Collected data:
********

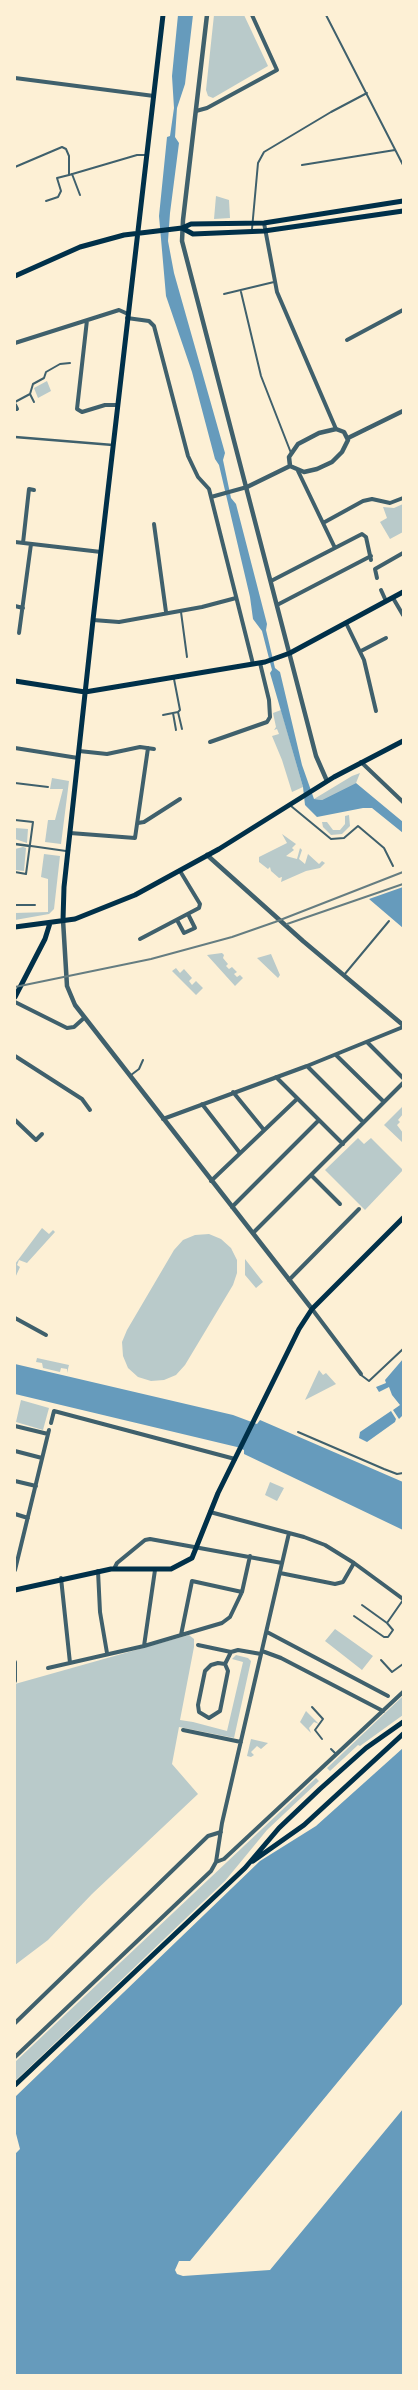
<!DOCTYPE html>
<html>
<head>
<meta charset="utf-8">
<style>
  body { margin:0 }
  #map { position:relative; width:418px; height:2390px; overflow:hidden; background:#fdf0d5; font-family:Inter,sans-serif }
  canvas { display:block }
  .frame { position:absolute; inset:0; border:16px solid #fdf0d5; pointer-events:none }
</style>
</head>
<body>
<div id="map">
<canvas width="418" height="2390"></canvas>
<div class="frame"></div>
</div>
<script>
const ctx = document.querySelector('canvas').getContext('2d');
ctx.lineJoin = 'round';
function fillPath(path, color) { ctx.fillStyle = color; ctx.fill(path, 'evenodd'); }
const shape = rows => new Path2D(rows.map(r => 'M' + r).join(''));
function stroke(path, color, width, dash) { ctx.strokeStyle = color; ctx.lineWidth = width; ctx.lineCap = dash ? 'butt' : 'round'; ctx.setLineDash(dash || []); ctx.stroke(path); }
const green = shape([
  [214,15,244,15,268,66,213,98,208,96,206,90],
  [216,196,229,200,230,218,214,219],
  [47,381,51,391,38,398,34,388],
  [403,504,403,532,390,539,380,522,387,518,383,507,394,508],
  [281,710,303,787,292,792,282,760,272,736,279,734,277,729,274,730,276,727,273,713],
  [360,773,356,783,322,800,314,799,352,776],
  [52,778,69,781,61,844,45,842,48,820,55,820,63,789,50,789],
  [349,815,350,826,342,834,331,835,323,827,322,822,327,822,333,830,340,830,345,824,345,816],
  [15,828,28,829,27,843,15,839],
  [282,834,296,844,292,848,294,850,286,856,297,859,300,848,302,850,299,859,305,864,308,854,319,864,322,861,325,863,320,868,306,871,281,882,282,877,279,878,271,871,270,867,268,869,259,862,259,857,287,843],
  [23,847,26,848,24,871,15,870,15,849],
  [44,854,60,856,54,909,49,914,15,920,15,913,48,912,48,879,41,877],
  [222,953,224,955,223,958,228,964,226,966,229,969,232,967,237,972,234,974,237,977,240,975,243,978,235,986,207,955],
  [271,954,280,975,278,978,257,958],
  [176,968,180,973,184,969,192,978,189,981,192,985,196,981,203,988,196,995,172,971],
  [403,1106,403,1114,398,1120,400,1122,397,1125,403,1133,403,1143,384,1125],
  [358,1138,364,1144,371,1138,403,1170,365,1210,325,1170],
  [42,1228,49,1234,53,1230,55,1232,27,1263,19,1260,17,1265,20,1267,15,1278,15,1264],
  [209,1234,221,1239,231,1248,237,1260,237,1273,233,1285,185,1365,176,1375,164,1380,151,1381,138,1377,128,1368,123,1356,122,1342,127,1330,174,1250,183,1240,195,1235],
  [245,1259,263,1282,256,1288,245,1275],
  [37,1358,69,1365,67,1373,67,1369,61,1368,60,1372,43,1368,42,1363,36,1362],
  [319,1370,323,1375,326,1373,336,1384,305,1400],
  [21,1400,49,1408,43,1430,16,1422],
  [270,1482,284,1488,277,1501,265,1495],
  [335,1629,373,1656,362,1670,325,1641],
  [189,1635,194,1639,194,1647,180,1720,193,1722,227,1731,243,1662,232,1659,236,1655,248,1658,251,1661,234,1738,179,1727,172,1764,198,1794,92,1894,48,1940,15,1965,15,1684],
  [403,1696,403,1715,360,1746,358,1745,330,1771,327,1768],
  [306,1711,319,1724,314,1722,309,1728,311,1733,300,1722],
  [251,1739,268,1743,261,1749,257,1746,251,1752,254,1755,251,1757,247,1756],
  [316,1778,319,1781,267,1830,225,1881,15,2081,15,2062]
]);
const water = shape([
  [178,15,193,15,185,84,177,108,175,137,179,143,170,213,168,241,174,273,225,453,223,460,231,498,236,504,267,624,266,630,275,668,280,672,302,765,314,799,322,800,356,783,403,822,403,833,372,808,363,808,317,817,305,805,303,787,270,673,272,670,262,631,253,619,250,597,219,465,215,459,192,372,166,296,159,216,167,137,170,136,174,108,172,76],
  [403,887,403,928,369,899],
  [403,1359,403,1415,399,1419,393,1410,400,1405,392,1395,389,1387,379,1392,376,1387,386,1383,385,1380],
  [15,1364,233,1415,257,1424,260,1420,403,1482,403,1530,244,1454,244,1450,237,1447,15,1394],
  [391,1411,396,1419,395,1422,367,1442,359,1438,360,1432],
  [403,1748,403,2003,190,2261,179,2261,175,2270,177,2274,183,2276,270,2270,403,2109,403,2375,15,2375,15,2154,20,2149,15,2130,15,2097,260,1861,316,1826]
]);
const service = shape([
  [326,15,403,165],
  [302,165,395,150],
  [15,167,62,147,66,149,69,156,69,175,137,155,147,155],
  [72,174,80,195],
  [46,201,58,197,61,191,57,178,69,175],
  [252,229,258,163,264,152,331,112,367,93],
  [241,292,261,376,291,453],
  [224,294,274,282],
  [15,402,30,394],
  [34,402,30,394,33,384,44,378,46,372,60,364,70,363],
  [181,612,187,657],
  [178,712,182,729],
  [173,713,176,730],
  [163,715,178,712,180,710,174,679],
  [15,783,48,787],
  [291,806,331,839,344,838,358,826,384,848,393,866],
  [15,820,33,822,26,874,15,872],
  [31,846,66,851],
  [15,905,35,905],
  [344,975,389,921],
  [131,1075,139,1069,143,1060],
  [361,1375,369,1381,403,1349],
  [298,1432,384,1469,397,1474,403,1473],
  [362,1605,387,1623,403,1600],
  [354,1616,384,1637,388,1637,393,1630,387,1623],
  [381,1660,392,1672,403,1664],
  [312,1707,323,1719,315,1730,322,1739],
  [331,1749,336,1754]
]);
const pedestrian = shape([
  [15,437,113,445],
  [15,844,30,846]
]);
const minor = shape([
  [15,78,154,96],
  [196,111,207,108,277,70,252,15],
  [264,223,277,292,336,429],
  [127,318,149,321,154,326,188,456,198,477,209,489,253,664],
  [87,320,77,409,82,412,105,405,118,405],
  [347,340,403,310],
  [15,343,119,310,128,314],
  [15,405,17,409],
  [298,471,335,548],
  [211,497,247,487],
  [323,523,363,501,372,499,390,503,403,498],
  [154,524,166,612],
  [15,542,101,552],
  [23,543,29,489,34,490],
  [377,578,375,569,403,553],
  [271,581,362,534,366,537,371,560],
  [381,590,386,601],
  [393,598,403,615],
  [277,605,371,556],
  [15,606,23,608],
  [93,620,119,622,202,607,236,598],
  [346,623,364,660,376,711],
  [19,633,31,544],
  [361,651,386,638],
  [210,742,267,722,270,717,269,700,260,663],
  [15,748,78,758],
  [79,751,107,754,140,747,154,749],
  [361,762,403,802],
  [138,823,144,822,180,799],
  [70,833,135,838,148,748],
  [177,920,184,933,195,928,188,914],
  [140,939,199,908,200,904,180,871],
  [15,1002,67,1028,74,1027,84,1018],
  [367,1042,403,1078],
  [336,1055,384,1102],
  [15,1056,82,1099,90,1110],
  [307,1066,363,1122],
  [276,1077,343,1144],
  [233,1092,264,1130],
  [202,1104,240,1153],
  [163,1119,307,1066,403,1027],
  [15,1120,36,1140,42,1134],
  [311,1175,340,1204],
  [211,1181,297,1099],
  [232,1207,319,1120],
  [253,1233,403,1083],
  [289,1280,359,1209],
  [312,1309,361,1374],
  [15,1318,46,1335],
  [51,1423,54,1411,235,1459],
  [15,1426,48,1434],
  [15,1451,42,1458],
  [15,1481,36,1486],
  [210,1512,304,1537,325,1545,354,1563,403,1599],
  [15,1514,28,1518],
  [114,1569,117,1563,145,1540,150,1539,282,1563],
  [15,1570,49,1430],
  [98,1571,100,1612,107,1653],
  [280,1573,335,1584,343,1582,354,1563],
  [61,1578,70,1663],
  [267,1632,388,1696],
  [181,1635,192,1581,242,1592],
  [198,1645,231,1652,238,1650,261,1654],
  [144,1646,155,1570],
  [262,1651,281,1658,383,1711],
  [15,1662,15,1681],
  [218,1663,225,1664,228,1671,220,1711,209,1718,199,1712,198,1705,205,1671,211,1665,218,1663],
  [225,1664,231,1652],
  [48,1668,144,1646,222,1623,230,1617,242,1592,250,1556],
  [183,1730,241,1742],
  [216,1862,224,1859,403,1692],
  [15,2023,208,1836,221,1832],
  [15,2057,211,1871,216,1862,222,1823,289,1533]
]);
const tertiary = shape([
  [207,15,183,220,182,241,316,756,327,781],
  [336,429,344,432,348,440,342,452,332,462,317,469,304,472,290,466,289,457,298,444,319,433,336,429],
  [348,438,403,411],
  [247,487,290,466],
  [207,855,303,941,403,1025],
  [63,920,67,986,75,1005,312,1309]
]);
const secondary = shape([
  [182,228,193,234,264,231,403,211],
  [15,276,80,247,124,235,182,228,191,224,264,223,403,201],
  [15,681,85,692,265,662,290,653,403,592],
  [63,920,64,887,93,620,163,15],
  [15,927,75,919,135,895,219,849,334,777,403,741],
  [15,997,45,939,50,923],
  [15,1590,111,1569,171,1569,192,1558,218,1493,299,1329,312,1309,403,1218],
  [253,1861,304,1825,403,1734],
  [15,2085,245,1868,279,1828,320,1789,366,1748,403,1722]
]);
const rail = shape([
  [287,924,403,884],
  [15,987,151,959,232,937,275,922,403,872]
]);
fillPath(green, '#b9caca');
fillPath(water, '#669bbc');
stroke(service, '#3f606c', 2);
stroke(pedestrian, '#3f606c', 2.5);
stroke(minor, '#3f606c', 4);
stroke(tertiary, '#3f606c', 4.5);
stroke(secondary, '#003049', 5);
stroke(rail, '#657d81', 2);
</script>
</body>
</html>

********

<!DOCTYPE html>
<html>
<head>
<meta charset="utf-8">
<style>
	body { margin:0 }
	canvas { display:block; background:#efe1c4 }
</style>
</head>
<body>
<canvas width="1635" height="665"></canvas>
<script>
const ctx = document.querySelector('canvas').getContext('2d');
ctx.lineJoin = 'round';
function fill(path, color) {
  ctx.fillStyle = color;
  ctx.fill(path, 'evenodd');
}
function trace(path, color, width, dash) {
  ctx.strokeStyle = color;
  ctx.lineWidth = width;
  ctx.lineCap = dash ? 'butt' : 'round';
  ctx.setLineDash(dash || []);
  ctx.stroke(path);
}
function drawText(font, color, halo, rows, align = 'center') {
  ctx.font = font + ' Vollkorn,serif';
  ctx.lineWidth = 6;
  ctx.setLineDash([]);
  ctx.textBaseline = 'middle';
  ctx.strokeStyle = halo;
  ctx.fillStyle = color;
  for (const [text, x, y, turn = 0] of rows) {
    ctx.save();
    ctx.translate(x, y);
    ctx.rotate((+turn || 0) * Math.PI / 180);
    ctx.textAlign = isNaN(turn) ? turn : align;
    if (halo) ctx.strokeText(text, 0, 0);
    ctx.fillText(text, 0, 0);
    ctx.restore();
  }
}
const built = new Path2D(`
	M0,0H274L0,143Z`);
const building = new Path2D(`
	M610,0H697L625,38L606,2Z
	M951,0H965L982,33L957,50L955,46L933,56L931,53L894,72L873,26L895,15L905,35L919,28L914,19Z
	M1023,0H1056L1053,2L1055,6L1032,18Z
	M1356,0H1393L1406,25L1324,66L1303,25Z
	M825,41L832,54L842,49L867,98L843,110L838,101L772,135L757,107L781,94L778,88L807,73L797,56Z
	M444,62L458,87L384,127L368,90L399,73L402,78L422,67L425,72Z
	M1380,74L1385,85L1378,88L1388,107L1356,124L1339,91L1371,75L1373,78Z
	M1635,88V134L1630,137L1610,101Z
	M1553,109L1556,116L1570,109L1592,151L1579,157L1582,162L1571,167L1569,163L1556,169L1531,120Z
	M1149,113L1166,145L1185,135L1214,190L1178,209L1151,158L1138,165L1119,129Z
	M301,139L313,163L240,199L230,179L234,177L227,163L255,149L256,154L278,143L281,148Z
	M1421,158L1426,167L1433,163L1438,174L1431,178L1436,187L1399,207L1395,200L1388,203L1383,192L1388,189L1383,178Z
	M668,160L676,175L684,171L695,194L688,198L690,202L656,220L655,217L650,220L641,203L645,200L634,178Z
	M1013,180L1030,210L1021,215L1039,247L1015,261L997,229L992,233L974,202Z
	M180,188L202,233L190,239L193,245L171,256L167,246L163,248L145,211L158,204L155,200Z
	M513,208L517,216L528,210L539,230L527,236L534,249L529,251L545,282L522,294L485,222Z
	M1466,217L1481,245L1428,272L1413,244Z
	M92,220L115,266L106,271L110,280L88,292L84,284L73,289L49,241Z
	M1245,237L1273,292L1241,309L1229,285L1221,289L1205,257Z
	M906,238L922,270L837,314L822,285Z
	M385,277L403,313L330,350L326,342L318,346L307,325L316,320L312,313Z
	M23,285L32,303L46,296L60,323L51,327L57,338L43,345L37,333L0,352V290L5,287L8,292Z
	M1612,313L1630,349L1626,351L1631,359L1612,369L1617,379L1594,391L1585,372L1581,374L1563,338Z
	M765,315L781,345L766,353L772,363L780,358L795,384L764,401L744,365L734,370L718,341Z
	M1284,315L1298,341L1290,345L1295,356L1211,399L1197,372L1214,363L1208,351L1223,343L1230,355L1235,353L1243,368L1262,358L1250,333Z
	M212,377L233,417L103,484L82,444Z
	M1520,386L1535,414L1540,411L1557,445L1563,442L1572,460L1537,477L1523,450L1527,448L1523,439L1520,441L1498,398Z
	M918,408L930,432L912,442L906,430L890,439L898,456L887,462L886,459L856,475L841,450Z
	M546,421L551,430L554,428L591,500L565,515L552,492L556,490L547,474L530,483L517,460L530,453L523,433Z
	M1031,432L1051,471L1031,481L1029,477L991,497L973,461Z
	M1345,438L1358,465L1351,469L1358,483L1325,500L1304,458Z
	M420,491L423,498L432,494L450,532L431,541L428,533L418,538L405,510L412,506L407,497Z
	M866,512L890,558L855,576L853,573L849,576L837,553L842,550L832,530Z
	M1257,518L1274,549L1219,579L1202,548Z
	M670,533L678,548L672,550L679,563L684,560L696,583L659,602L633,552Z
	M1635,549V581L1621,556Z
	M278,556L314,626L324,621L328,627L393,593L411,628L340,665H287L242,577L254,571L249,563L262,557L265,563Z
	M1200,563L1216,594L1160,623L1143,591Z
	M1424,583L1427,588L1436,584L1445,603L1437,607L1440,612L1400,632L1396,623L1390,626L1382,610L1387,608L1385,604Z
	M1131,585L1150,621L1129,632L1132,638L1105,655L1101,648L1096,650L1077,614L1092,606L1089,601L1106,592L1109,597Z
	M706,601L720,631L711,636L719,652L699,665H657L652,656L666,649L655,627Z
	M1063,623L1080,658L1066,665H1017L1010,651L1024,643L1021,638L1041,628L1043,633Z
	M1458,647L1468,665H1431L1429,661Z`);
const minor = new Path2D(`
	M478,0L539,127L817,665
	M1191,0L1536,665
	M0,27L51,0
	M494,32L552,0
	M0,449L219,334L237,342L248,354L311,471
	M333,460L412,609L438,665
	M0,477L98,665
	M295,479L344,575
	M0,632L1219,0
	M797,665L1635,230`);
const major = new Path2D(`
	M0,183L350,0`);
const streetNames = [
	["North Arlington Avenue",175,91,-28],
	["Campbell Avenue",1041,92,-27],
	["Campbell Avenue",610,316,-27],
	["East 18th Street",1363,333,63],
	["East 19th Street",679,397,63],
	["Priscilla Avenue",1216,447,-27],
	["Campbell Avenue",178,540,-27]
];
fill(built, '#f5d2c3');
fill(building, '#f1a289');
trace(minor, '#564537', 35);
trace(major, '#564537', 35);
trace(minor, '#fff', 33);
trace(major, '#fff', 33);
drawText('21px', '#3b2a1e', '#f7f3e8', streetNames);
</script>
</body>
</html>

********

- WHAT THIS TASK INVOLVES: From the entries above, say how many lines contain "align". Only the number is wanted.

- RESPONSE: 2